Brechin carers to benefit from new emergency plan

Elderly carers in North Angus of disabled adults are to be asked to help prepare personal emergency plans.

In the meantime the organisation behind the initiative is highlighting concerns about the limited facilities available at the respite care centre in Brechin - the only one in Angus.

Chairman of South Angus Parents of Adults with Learning Difficulties, Mr Peter Burke, explained that members of the group had growing concerns about what would happen to the adults they cared for in the event of an emergency - particularly in light of the fact that many carers of adults were becoming elderly themselves.
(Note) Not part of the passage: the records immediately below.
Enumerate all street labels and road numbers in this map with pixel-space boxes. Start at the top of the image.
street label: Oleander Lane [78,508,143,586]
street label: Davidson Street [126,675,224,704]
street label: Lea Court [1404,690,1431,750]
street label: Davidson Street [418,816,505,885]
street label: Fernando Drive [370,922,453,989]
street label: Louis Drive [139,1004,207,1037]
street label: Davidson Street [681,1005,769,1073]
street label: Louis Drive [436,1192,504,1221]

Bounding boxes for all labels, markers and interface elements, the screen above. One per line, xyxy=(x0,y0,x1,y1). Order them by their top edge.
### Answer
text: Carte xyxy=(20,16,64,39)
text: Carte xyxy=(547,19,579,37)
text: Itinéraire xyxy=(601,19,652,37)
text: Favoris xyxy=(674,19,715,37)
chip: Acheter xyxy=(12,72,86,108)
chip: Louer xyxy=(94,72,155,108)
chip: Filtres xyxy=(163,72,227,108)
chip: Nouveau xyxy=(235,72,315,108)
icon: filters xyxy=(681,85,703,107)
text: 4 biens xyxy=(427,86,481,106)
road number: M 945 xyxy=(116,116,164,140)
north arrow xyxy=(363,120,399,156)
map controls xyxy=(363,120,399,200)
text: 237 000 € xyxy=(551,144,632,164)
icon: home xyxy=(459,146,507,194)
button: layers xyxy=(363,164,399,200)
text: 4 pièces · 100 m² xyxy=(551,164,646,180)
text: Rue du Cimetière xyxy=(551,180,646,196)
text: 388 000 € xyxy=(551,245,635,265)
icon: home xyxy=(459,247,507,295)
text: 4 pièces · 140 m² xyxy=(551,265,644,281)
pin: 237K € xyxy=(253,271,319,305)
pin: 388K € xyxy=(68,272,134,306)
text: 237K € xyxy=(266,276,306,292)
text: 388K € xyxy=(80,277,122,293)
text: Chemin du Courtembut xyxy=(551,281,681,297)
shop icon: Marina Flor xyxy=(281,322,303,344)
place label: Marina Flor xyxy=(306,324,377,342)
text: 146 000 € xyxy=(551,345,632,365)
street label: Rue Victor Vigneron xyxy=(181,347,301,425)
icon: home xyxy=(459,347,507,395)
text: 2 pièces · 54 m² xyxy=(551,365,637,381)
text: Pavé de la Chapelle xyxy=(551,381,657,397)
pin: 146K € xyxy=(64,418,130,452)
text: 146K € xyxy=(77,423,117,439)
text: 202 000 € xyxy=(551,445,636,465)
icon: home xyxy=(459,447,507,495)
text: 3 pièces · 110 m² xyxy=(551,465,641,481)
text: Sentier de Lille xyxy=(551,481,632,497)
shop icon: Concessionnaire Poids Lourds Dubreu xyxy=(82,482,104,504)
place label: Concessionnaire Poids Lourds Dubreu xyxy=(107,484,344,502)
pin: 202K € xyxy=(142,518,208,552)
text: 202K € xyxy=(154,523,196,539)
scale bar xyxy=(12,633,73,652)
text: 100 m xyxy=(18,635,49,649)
He explained that as a result of these concerns the group sent out an anonymous questionnaire to the carers of the 475 individuals with learning difficulties in Angus.

“This showed that the ageing population of parent carers in Angus was ‘critical’. Half of those who responded to the questionnaire were aged over 60 and 20 per cent were aged over 70 and one carer who responded is over 80,” he said.

“With the average age of those cared for approaching 36 it is clear that provision for local residential accommodation should be planned urgently.”

He added that most parents said they would not be able to cope within 10 years.

“We then set up a meeting with the people at Angus Council responsible for adults with learning difficulties and told them we needed an emergency plan put in place for these carers,” he said.

Mr Burke said it was also of concern to the group that the only current respite care facility serving the whole of Angus, Bearehill Care Home in Brechin, was not up to the job. Nor was there a standardised criteria of who was eligible for respite.

“Bearhill does not have all the necessary facilities and with only six bedrooms it is limited in how much respite accommodation it can offer,” he said, adding that there were also transport difficulties for people travelling, especially in the winter time.

A spokesman for Angus Council explained that a review of respite arrangements for adults with learning disabilities is included in the remit of the multi-agency working group led by the council to implement locally the Scottish Government’s ‘Keys to Life’ policy document. SAPALD, as partners in the group, have been asked to contribute to the review.